The sponsors developed the legislation through meetings with various nonprofit organizations, including synagogues and mosques, that are concerned for the security of their members.
“As I discussed this issue with different nonprofits within and outside of my district, I began to see that members of these communities have a legitimate concern regarding their safety,” said Quijano (D-Union). “As chair of the Assembly Homeland Security and State Preparedness Committee, I believe we have an obligation to ensure that they have personnel on-site who can prevent and protect New Jersey residents from acts of targeted violence.”
“If an organization believes that it’s in danger, it should receive the necessary resources to protect its people and property,” said Mukherji (D-Hudson). “This pilot program will be a boon for public safety in New Jersey.”
“New Jersey must take very seriously its responsibility to improve its readiness in protecting against terrorism,” said Vainieri Huttle (D-Bergen). “Providing funding to secure at-risk nonprofits will advance emergency preparedness in our state.”
“Concerns about local hate crimes as well as global terrorism require our state and our nation to be prepared at all times,” said Eustace (D-Bergen/Passaic). “We live in a dangerous world. New Jersey must take every step possible to protect its residents, particularly when they are at high risk for attack.”
“Residents of New Jersey should never fear for their lives while exercising their right to worship or learn or congregate with members of their community,” said Jones (Camden/Gloucester). “Adequate annual funding for nonprofit security is about not only keeping our residents safe but also preserving freedoms central to the American way of life.”
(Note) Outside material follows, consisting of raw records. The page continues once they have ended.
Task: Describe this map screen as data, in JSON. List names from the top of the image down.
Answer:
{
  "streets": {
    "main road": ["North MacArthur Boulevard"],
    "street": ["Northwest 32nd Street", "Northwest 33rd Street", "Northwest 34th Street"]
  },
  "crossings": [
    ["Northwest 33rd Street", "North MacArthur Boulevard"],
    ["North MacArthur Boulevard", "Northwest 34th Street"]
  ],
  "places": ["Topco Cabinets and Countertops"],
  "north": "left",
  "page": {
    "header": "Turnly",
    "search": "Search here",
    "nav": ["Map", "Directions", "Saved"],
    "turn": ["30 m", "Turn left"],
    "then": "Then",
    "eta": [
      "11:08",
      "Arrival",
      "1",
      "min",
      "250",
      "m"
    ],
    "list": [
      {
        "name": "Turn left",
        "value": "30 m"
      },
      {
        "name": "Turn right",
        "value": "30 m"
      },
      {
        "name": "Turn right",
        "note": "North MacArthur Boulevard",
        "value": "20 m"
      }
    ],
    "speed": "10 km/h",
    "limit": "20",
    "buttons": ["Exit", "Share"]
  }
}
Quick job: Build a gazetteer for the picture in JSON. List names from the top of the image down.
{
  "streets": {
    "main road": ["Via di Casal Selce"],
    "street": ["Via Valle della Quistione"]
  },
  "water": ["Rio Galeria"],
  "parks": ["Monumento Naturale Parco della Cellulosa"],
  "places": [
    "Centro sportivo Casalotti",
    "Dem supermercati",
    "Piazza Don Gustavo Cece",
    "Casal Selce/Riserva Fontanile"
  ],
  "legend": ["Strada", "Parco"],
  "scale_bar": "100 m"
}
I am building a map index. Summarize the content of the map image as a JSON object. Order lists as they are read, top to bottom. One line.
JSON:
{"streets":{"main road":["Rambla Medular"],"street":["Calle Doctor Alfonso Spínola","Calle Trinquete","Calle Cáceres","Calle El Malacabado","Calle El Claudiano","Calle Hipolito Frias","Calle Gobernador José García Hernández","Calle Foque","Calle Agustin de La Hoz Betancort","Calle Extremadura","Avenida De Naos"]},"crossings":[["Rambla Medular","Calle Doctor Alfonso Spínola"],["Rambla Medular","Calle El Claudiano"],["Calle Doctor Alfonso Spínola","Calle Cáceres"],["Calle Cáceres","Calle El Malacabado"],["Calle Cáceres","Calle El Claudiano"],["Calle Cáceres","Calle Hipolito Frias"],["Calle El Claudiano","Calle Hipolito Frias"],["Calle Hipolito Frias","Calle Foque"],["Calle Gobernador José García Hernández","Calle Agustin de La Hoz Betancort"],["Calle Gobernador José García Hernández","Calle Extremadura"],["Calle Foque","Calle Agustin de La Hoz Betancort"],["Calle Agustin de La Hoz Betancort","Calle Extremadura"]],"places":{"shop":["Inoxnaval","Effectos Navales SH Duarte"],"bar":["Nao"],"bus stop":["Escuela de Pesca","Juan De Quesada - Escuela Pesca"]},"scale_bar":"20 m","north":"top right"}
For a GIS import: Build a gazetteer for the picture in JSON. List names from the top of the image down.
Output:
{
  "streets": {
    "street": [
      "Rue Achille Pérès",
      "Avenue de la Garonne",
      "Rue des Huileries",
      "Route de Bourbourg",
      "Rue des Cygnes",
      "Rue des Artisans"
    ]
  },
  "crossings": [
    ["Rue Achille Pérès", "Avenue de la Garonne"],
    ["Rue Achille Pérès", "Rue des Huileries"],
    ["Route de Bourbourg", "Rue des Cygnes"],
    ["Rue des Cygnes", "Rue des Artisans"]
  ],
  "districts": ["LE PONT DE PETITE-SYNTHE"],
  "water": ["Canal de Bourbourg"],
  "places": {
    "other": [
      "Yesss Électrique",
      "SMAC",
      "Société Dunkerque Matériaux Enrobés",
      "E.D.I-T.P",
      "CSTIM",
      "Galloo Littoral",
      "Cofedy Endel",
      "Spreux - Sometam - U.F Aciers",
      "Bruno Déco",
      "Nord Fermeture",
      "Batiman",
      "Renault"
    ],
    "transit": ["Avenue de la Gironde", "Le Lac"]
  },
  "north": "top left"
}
“The recent threats against facilities like the JCC MetroWest in West Orange and hate crimes like the recent shootings of Indian-Americans in Kansas are disheartening reminders that there are those who target certain people and places to act on and spread bigotry,” said McKeon (D-Morris/Essex). “Our solidarity with at-risk communities cannot consist only of one-time grants. Unfortunately, this variety of hatred is an on-going problem that demands an on-going response.”
While a similar federal program was open only to Bergen, Essex, Hudson, Hunterdon, Middlesex, Monmouth, Morris, Ocean, Passaic, Union, Somerset and Sussex counties for Fiscal Year 2016, the pilot program outlined in the bill would be open to all 21 counties.
Under the legislation, an organization may receive a “high-risk” designation if it meets criteria already used by the New Jersey Office of Homeland Security and Preparedness for the appropriation of funds under the federal Urban Area Security Initiative (UASI) Nonprofit Security Grant Program. Any non-profit organization located in New Jersey that has received or is eligible to receive funds from the federal UASI Nonprofit Security Grant Program would be able to apply for this separate grant.
The federal UASI Nonprofit Security Grant Program provides funding for target hardening and physical security enhancement, such as video-security systems, alarm systems, cyber-security systems and physical aspects of properties of nonprofit organizations deemed high-risk targets. While these grant funds may be used for specific training of security personnel, they are explicitly prohibited from funding permanent or temporary security personnel. This bill would provide grants to eligible organizations to hire security personnel.
The measure, which the Assembly approved 61-10-3, now awaits further Senate consideration.